Wednesday, September 10, 2008

Billion Dollar Lessons




FULL DISCLOSURE: a copy of this book was provided to me free of charge for review.

I had a chance to read Billion Dollar Lessons, which will be publicly available on September 11, 2008 and I found it to be a worthwhile read. The book essentially extracts failures that very large corporations have made and performs a failure analysis to provide readers with the ability to (hopefully) learn from those failures without having to actually having to fail themselves.

Some of the stories have been told before in other business books, but I did like the level of depth that the authors put into many of the stories; I especially enjoyed the story about the Motorola Iridium project and the amount of detail surrounding the failure of that project. I actually thought, and still do think, that a satellite-based voice and data network has a place and can be profitable, but it was very interesting to read about how not to go about launching one.

The underlying theme of the book is that failures in large-scale corporations result from overall strategic failure and poor implementation of the strategic process. There are many examples within the book about how the flat out ego-based decisions of upper management flew baldly in the face of what, in retrospect, appears to be common sense and/or researched conclusions.
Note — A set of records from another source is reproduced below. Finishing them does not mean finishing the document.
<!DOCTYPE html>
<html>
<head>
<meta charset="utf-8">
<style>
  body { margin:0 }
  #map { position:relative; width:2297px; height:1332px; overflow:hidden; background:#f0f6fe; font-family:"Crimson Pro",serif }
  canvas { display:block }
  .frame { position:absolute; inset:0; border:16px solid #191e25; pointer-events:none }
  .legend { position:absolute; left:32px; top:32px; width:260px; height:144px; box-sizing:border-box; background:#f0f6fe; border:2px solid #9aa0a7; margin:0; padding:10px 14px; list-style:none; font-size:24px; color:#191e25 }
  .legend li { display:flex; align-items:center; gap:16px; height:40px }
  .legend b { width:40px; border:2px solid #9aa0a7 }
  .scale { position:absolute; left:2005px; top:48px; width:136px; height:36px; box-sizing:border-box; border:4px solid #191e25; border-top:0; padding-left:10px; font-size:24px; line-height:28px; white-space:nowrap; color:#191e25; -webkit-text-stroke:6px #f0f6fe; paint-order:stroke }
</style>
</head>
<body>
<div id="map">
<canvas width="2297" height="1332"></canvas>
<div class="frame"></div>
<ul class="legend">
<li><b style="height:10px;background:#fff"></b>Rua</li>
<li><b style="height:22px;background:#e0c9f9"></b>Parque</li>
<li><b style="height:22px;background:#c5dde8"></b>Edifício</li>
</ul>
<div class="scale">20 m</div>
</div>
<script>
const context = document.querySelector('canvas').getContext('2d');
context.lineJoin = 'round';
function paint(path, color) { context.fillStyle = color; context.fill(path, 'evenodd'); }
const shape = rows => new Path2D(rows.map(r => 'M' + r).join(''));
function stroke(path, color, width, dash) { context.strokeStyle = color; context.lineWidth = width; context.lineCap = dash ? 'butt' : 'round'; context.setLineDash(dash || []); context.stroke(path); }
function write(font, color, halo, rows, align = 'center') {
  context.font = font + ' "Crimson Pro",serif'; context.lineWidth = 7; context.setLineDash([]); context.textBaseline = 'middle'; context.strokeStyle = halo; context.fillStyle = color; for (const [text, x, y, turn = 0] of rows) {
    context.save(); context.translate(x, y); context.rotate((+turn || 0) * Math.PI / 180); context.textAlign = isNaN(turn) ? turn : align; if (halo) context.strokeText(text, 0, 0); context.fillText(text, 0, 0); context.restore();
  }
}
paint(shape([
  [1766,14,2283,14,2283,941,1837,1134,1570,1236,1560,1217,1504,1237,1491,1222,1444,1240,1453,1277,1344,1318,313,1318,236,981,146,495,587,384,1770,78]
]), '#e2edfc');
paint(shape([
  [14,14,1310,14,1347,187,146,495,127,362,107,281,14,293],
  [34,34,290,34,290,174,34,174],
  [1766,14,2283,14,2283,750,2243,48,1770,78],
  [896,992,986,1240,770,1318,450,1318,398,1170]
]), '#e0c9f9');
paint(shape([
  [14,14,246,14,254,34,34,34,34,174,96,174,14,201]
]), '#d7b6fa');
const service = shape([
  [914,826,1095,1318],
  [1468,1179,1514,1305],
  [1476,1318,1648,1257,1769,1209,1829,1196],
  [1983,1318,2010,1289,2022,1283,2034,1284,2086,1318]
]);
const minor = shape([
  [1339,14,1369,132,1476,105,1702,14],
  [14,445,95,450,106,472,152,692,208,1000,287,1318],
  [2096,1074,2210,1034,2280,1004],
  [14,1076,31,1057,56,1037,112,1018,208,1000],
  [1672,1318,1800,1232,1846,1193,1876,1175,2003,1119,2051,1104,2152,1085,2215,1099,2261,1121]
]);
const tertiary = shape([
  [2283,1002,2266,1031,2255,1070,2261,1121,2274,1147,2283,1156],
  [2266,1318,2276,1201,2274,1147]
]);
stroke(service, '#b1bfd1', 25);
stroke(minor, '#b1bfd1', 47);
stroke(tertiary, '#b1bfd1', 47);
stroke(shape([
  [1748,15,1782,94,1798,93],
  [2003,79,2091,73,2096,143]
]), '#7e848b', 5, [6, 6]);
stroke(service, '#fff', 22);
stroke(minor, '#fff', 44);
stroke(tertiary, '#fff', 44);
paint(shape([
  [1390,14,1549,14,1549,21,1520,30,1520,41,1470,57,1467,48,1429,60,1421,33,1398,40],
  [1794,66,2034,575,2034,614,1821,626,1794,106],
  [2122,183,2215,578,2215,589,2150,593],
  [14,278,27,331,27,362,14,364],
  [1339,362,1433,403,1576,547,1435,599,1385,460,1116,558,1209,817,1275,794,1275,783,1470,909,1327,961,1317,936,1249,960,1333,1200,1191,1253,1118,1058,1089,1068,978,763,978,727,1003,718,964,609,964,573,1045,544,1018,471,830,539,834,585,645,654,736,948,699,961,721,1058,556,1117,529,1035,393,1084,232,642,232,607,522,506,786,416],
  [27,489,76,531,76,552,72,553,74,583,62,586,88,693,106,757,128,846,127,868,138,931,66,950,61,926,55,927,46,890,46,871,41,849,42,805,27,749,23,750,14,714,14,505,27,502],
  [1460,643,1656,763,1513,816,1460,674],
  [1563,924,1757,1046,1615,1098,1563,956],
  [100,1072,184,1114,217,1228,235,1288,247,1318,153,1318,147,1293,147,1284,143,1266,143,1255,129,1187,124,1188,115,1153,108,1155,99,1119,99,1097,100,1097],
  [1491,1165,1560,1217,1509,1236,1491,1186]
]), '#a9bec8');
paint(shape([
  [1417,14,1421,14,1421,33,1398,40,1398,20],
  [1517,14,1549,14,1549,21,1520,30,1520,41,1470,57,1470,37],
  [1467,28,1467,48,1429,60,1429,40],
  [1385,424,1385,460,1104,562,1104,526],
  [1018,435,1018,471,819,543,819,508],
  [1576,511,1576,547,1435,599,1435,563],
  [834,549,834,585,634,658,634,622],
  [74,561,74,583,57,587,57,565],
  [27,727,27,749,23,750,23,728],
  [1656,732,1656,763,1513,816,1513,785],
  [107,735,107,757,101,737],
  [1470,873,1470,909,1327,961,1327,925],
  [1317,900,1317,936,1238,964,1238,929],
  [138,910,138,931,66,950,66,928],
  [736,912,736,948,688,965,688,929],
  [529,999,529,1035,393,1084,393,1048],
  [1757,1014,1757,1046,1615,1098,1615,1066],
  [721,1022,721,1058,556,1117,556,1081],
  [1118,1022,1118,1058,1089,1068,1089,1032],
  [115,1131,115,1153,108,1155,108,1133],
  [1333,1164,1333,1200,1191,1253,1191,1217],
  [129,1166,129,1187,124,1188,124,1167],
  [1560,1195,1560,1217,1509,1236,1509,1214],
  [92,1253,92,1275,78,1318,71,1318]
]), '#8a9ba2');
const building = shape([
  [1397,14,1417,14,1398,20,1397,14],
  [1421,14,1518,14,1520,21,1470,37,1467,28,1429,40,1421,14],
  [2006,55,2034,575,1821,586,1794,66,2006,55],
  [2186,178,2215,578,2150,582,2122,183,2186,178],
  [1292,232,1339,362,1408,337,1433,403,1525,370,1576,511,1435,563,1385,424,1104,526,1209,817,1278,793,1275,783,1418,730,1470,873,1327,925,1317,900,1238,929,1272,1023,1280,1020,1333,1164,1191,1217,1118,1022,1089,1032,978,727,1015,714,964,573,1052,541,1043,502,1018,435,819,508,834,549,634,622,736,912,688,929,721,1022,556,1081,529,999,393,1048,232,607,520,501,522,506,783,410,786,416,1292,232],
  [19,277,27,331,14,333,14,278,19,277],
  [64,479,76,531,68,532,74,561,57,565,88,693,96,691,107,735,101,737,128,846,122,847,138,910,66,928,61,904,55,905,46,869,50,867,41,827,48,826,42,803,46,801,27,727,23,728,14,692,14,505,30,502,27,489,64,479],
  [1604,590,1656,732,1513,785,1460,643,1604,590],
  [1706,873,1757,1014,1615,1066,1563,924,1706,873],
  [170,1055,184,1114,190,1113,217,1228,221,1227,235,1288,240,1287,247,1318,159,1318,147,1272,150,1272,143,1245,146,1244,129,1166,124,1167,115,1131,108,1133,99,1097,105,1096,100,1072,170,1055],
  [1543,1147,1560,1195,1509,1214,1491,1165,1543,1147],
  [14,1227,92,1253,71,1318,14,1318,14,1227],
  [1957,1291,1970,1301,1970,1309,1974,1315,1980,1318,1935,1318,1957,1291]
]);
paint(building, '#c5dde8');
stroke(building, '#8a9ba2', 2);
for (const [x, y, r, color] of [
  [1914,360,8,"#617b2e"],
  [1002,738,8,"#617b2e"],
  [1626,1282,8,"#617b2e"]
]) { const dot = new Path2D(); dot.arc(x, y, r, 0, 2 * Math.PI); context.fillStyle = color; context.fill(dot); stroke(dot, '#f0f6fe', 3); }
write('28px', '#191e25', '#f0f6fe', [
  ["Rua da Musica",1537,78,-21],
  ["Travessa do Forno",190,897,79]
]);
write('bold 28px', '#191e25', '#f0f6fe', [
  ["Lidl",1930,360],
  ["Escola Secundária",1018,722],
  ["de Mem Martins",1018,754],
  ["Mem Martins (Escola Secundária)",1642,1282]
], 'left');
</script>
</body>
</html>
Although the authors do not try to pin everything on an ego vs. common sense argument, as many good business decisions involve a healthy amount of ego-based thinking, they do suggest the use of someone within the strategic decision process playing the role of advocatus diaboli (devil's advocate) -- read Chapter 10 about this as it's a very worthwhile takeaway from the book and immediately applicable to businesses of all sizes.

Some of the chapters are really only applicable to very large businesses and could probably be skipped unless you work in one.

Overall I found the book to be a worthwhile read.